Forums - PetaSAN

ForumGeneral DiscussionHealth warnings after changing nu …
You need to log in to create posts and topics. Login · Register
Health warnings after changing number of replicas

Ste
136 Posts

April 12, 2018, 10:12 am
Quote from Ste on April 12, 2018, 10:12 am
Hi all, I setup a 3-nodes petasan 2.0.0 cluster, added an iSCSI disk, connected a client to it and copied some data. Then I changed "number of replicas" from 2 to 3 in cluster settings, and a trasbsition period started during which the number of "clean PG" was approaching the number of total PG. Now, after some days, the situation is stuck with this warning:

Degraded data redundancy: 33/14121 objects degraded (0.234%), 6 pgs unclean, 6 pgs degraded, 6 pgs undersized

Is there a way to fix this issue ? Was my operation of changing replicas a bad practice ? This is a test cluster and I don't care about data inside, I'm just playing with petasan/ceph to learn how to manage it and see what to do and what is better not to do. 🙂

Thanks, Ste.

Hi all, I setup a 3-nodes petasan 2.0.0 cluster, added an iSCSI disk, connected a client to it and copied some data. Then I changed "number of replicas" from 2 to 3 in cluster settings, and a trasbsition period started during which the number of "clean PG" was approaching the number of total PG. Now, after some days, the situation is stuck with this warning:

Degraded data redundancy: 33/14121 objects degraded (0.234%), 6 pgs unclean, 6 pgs degraded, 6 pgs undersized

Is there a way to fix this issue ? Was my operation of changing replicas a bad practice ? This is a test cluster and I don't care about data inside, I'm just playing with petasan/ceph to learn how to manage it and see what to do and what is better not to do. 🙂

Thanks, Ste.

#1

admin
2,966 Posts

April 12, 2018, 11:59 am
Quote from admin on April 12, 2018, 11:59 am
It should reach active/clean by itself, so something is wrong.

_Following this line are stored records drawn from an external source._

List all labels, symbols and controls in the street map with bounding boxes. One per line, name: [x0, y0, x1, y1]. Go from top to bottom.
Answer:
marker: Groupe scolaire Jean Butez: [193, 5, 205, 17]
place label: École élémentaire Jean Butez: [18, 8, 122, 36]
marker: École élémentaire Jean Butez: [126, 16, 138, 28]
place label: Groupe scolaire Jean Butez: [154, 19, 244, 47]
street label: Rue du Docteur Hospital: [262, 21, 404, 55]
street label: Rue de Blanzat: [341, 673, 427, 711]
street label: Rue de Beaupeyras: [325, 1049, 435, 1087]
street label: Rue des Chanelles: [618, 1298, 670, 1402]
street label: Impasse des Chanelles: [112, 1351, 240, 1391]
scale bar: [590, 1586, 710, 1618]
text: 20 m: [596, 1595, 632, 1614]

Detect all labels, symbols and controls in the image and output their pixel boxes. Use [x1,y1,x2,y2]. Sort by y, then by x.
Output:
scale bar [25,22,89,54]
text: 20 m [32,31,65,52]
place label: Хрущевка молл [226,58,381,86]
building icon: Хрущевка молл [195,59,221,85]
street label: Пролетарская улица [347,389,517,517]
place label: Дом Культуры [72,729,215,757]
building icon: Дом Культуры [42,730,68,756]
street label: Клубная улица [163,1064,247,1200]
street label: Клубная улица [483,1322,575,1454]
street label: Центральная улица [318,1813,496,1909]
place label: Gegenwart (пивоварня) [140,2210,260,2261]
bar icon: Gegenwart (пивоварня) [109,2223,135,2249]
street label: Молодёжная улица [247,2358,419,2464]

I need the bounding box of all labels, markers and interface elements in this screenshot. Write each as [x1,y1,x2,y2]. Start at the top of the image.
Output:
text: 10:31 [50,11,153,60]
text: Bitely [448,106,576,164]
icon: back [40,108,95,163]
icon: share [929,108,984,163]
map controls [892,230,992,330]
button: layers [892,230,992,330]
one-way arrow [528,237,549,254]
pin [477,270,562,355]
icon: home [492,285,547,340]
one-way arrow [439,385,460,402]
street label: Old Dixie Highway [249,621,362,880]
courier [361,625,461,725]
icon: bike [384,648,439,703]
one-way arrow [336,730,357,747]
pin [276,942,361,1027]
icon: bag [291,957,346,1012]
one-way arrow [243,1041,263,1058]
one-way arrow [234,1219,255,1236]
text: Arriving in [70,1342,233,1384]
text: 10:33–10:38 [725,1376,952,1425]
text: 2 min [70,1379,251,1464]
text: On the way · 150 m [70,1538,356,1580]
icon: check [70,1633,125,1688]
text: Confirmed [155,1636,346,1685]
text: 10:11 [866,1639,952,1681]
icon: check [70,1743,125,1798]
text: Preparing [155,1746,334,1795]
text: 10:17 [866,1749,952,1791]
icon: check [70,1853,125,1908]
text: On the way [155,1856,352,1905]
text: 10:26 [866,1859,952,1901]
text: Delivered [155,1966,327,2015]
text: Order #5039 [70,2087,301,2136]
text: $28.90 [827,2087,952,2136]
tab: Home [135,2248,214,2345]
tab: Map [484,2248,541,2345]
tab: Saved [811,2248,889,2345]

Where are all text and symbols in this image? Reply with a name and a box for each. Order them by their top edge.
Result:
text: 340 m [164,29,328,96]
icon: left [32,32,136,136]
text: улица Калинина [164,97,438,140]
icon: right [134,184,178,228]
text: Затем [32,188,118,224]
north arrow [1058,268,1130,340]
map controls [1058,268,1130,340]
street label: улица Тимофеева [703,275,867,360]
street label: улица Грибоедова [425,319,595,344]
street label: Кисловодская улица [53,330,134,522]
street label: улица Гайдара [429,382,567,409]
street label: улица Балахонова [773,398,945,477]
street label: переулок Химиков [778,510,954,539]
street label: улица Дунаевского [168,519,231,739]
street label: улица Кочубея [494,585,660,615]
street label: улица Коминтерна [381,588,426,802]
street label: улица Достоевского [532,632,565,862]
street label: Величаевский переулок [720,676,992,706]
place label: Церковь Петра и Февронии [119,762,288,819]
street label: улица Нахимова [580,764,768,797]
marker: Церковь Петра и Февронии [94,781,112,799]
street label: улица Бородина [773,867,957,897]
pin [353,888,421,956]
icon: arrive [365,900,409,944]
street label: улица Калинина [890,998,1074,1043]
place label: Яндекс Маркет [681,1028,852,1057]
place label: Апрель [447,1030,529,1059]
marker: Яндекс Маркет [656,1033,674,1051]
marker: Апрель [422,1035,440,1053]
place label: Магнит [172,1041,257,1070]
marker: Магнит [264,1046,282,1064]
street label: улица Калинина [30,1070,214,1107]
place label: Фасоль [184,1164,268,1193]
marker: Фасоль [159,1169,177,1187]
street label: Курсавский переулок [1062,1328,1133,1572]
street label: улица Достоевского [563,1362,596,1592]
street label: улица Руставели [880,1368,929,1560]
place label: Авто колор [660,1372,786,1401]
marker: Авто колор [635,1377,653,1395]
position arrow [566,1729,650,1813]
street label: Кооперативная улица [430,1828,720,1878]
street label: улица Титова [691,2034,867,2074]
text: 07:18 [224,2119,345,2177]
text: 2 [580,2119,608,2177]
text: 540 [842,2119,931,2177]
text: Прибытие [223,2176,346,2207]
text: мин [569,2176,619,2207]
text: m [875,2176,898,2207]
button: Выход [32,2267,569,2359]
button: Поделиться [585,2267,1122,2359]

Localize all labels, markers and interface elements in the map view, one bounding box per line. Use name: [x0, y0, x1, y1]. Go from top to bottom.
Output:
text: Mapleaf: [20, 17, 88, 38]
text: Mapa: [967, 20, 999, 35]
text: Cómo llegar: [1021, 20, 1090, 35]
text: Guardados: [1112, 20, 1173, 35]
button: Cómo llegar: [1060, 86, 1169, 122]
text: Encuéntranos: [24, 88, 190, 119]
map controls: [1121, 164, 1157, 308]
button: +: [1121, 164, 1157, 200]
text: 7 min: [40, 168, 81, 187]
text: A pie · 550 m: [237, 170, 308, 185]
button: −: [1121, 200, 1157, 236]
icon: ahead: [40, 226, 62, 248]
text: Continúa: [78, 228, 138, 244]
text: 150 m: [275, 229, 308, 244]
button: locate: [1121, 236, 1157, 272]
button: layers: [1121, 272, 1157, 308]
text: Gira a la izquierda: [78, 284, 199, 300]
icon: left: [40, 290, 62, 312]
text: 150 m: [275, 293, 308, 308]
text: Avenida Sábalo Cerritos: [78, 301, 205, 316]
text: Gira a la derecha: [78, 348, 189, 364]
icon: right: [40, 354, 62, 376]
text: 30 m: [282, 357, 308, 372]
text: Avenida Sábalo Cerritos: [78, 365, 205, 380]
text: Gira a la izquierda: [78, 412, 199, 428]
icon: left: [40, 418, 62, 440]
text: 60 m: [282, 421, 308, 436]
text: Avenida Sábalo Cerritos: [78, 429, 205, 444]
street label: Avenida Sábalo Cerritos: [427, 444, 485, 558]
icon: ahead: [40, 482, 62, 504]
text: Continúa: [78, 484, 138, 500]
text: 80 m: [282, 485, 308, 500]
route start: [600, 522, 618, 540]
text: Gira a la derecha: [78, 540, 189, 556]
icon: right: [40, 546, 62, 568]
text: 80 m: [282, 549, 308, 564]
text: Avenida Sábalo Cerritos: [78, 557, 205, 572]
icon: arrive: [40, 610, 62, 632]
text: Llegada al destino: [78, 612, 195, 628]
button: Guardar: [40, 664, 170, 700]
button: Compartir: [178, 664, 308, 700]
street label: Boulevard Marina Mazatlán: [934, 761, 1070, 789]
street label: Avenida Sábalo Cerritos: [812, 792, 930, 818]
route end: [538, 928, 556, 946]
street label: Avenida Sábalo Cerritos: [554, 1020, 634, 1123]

find the 6 PGs that are unclean

ceph health detail --cluster CLUSTER_NAME | grep unclean
ceph pg dump --cluster CLUSTER_NAME | grep unclean

Choose 1 of them and run

ceph pg PG_NUM query --cluster CLUSTER_NAME

It will give detail at why it is stuck

Do you have any OSDs down ? Is there a risk of disks being full or near full ( 85% ) note that when you increased your replica count average disk usage will increase by 33%.

It should reach active/clean by itself, so something is wrong.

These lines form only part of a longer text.